Pioneering new treatment for Alzheimer’s disease could be on the horizon after scientists discovered how it spreads through the brain.

Experiments on mice found the toxic protein that destroys neurons is not immediately harmful.

The breakthrough – a world first – offers hope of halting the progression of dementia during a vital “time window”. It also sheds fresh light on the creation of tangles of  “tau” in the grey matter of sufferers. 

The rogue chemical has been linked to the memory-robbing condition for decades. Lead author Dr Grace Hallinan, of Southampton University, said: “This suggests neurons with tau pathology could be rescued with a therapeutic disease modifier.

It highlights an under-appreciated time window for such therapeutic intervention.”

Her team introduced “misfolded” diseased versions of tau into mouse neurons growing in a dish.
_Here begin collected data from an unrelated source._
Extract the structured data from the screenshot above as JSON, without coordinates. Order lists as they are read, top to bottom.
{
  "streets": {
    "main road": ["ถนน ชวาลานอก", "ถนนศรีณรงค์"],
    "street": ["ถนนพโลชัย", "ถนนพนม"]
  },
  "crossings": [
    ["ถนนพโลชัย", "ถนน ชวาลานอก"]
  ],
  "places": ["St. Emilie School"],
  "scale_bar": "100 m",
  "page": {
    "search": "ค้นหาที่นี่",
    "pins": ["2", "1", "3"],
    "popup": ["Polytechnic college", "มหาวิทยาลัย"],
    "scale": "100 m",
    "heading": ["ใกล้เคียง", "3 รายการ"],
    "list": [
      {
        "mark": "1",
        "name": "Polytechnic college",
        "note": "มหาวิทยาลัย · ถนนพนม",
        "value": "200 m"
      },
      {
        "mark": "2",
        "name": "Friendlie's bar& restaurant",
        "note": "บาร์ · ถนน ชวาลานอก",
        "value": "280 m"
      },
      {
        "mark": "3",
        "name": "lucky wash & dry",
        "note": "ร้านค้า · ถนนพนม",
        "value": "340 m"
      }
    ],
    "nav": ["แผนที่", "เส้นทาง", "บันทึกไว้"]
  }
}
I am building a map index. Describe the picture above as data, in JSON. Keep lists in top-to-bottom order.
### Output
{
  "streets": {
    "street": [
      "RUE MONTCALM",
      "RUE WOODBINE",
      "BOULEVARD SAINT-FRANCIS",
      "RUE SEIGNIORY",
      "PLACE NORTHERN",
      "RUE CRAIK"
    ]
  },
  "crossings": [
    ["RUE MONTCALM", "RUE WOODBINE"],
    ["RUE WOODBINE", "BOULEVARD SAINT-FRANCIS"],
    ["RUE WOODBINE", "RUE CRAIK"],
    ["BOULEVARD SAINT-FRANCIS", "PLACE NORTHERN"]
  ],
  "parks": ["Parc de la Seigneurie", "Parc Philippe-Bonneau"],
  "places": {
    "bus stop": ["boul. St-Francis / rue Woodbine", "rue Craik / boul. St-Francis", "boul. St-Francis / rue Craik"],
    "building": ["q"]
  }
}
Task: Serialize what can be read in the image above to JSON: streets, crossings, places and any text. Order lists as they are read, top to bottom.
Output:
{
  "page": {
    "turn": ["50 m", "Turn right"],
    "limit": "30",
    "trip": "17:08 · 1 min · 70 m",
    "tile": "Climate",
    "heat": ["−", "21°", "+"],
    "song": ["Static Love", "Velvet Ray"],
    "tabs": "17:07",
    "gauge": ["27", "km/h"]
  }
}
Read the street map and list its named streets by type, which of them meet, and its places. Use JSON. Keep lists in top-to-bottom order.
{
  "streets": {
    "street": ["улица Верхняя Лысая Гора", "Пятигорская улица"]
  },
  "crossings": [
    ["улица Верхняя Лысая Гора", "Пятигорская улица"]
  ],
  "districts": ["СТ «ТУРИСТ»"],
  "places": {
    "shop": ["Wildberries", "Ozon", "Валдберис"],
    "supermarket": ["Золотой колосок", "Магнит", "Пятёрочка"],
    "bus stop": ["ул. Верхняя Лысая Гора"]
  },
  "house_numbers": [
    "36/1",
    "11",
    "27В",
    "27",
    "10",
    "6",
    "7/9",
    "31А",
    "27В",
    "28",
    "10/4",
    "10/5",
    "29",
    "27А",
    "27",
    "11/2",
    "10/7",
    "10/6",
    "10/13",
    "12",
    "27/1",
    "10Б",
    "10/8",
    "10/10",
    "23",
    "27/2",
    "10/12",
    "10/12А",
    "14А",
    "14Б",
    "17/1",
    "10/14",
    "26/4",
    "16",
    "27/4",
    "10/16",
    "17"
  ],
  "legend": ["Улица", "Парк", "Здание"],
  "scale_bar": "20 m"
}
Within days, it had migrated to other neurons – and began misfolding and accumulating. But despite the build-up, the brain cells remained healthy – and capable of sending electrical messages.

Dr Hallinan said: “These results show tau build-up itself is not harmful – but rather it is the cellular processes it disrupts that kill neurons. Intervening during the initial accumulation of tau could potentially halt the progression of Alzheimer’s disease.”

It could lead to screening older people for the devastating neurological illness before obvious symptoms develop – either through scans or simple mental tests. Around 850,000 people are living with dementia in the UK – a figure set to rise to two million by 2050 because of the ageing population.

Drugs are currently dispensed to treat the symptoms – not the causes.  The study published in JNeurosci opens the door to a medication that’s more likely to work.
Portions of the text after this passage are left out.